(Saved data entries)
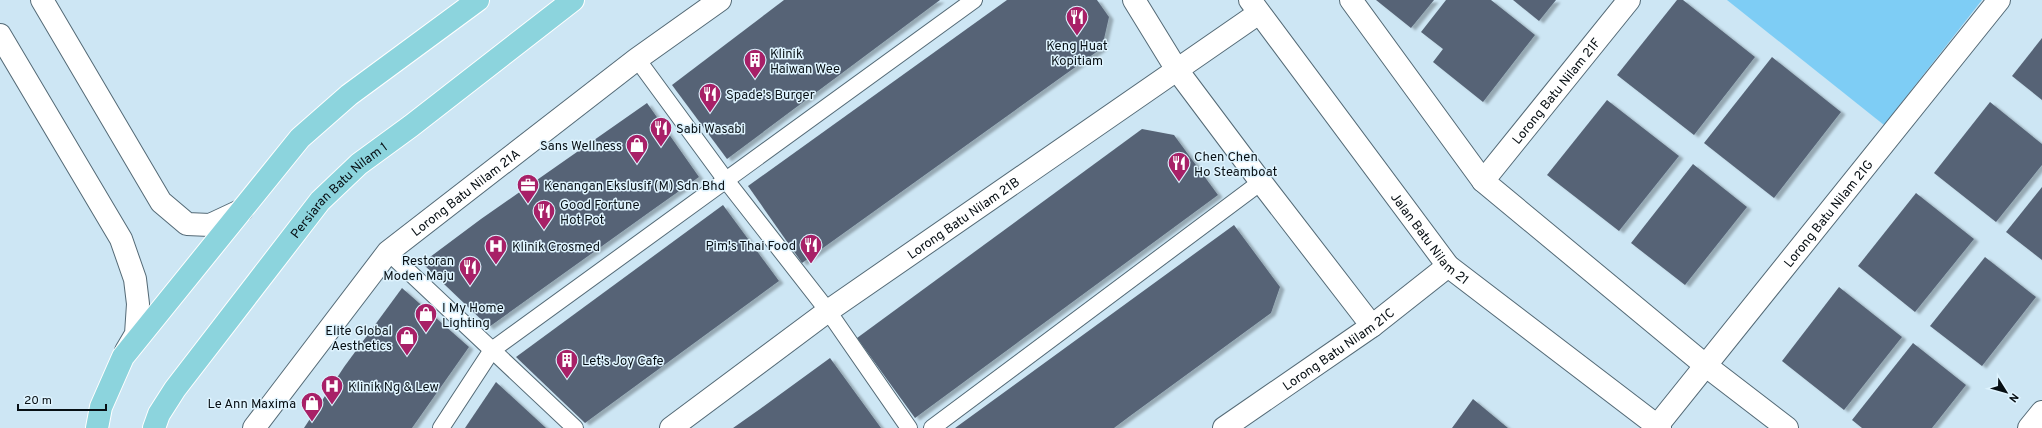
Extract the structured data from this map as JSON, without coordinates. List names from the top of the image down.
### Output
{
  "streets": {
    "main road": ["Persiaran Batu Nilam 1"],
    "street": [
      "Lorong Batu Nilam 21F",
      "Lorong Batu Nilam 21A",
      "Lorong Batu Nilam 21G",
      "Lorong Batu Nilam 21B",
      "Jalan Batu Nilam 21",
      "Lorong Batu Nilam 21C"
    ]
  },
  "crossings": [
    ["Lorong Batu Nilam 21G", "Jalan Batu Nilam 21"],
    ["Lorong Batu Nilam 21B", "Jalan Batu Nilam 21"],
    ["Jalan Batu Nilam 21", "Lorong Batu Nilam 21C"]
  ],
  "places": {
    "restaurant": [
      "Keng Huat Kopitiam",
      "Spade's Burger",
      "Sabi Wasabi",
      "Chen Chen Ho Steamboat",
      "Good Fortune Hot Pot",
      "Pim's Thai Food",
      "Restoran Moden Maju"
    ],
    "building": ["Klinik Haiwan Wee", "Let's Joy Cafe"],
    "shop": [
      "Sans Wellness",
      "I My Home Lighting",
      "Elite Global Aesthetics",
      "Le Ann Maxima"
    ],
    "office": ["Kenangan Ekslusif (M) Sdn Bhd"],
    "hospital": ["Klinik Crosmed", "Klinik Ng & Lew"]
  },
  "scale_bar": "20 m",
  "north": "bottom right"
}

TO DO
Please output all of the entries exactly as they appear, with no pictures.

FINISHED TASK
Extract the structured data from this map as JSON, without coordinates. List names from the top of the image down.
### Output
{
  "streets": {
    "main road": ["Persiaran Batu Nilam 1"],
    "street": [
      "Lorong Batu Nilam 21F",
      "Lorong Batu Nilam 21A",
      "Lorong Batu Nilam 21G",
      "Lorong Batu Nilam 21B",
      "Jalan Batu Nilam 21",
      "Lorong Batu Nilam 21C"
    ]
  },
  "crossings": [
    ["Lorong Batu Nilam 21G", "Jalan Batu Nilam 21"],
    ["Lorong Batu Nilam 21B", "Jalan Batu Nilam 21"],
    ["Jalan Batu Nilam 21", "Lorong Batu Nilam 21C"]
  ],
  "places": {
    "restaurant": [
      "Keng Huat Kopitiam",
      "Spade's Burger",
      "Sabi Wasabi",
      "Chen Chen Ho Steamboat",
      "Good Fortune Hot Pot",
      "Pim's Thai Food",
      "Restoran Moden Maju"
    ],
    "building": ["Klinik Haiwan Wee", "Let's Joy Cafe"],
    "shop": [
      "Sans Wellness",
      "I My Home Lighting",
      "Elite Global Aesthetics",
      "Le Ann Maxima"
    ],
    "office": ["Kenangan Ekslusif (M) Sdn Bhd"],
    "hospital": ["Klinik Crosmed", "Klinik Ng & Lew"]
  },
  "scale_bar": "20 m",
  "north": "bottom right"
}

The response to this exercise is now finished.